Four, it may be tempting to speculate on the profile of Nigerian workers likely to benefit most by the new minimum wage and pose the question of how the increase is likely to affect their job security.  It is no news that most state governments struggle to meet their current wage bills, and some owe arrears of salaries. These states are now told they must implement the new minimum wage – without any hint of what will happen if those governments decide to embark on retrenchments to be able to afford the new pay. More importantly is that the announcement of the new ‘minimum’ wage ought to have been made simultaneously with a federally funded programme for job creation at both the federal and state levels – to forestall the announcement leading to a knee jerk freeze on hiring by employers. The government also ought to have clearly indicated where it expected funding for the new increase to come from. 
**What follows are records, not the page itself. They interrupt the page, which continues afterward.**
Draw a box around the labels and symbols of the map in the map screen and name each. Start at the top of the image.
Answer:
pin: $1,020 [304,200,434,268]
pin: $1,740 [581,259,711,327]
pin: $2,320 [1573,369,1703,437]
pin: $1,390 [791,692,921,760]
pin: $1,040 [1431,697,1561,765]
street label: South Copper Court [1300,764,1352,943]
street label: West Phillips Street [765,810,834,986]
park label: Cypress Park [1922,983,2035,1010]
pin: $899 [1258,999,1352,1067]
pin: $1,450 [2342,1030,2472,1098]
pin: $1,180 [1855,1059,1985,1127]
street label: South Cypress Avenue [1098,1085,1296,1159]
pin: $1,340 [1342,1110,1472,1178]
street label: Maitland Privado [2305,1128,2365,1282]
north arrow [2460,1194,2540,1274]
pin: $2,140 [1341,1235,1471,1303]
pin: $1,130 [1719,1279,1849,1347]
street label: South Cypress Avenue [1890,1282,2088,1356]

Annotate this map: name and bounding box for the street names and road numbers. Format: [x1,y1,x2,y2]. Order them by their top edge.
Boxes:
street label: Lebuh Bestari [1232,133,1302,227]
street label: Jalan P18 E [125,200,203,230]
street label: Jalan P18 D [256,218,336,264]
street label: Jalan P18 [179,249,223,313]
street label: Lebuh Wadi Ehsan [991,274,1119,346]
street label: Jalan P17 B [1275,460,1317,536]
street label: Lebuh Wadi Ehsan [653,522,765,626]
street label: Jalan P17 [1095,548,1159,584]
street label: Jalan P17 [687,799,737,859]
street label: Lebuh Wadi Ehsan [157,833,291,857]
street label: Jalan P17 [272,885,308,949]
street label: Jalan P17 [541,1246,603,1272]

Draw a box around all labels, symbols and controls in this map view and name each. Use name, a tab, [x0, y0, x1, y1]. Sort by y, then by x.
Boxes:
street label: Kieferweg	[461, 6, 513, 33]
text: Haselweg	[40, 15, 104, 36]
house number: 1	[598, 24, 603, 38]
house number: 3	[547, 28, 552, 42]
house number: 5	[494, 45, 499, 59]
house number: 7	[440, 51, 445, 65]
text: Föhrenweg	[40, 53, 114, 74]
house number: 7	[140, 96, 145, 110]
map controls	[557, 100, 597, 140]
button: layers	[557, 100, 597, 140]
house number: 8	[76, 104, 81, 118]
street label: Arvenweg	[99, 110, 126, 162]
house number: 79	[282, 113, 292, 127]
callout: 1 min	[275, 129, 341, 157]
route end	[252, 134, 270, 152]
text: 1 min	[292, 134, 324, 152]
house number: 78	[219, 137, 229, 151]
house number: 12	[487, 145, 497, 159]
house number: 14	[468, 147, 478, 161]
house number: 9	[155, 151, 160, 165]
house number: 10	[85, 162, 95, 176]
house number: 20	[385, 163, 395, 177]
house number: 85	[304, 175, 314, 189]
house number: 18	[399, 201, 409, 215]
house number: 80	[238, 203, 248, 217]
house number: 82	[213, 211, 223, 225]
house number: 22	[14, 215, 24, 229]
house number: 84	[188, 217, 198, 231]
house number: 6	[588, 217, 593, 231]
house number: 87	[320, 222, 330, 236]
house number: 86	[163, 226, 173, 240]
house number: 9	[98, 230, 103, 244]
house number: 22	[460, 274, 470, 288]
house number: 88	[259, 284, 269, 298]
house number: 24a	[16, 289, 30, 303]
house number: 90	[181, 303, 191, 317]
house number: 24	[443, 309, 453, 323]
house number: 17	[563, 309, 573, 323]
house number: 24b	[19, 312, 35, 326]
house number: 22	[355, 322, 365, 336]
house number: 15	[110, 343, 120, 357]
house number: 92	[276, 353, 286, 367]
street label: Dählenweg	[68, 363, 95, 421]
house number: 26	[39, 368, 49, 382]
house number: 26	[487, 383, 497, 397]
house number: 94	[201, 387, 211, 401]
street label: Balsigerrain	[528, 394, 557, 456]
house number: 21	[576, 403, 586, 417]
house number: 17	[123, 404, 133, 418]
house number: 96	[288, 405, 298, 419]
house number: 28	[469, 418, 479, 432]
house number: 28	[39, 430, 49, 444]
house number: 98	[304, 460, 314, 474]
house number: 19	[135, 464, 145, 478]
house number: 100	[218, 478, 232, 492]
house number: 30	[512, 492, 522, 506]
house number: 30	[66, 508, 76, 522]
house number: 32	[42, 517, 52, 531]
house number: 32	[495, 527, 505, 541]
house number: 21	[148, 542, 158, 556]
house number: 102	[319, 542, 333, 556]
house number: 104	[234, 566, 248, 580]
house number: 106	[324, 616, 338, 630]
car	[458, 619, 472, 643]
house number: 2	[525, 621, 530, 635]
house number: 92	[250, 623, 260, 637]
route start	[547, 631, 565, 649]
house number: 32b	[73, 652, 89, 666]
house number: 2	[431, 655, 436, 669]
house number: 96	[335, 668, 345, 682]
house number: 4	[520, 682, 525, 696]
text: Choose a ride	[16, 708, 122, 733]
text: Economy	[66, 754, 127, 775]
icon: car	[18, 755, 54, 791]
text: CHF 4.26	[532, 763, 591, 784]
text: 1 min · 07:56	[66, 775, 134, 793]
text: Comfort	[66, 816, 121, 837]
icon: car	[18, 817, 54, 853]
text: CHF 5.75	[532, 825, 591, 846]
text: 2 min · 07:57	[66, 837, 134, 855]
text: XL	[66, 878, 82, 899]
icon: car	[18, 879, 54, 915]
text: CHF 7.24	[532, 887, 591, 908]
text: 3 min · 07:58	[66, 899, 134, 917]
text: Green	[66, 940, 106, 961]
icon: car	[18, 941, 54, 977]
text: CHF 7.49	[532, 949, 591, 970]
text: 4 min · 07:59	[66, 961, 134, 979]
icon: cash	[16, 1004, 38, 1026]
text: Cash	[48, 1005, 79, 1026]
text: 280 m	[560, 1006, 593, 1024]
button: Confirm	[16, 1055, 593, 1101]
Five, the possible undertones that informed the minimum wage increase calls to mind our orientation towards ‘sharing’ as opposed to the ‘baking’ of the national cake – to increase its size. Not much has been heard about creative ways of increasing productivity, reducing the cost of governance and improving economic efficiency at a time key institutions like NNPC were said to have gone broke (though denied, but as they say, ‘no smoke without fire’). While any move to better the lot of Nigerian workers must be applauded, we should at the same time not lose sight of the real factors that have confined them as the wretched of the earth and the rest of us as the laughing stock of the world.

No one will dispute that our workers deserve decent wages that will guarantee social self-reproduction without recourse to moonlighting, bribery and corruption or primitive accumulation. I remain however unconvinced that increases in nominal wages under the current, consumption-oriented structure of the federation and poor infrastructure will be able to guarantee them just that.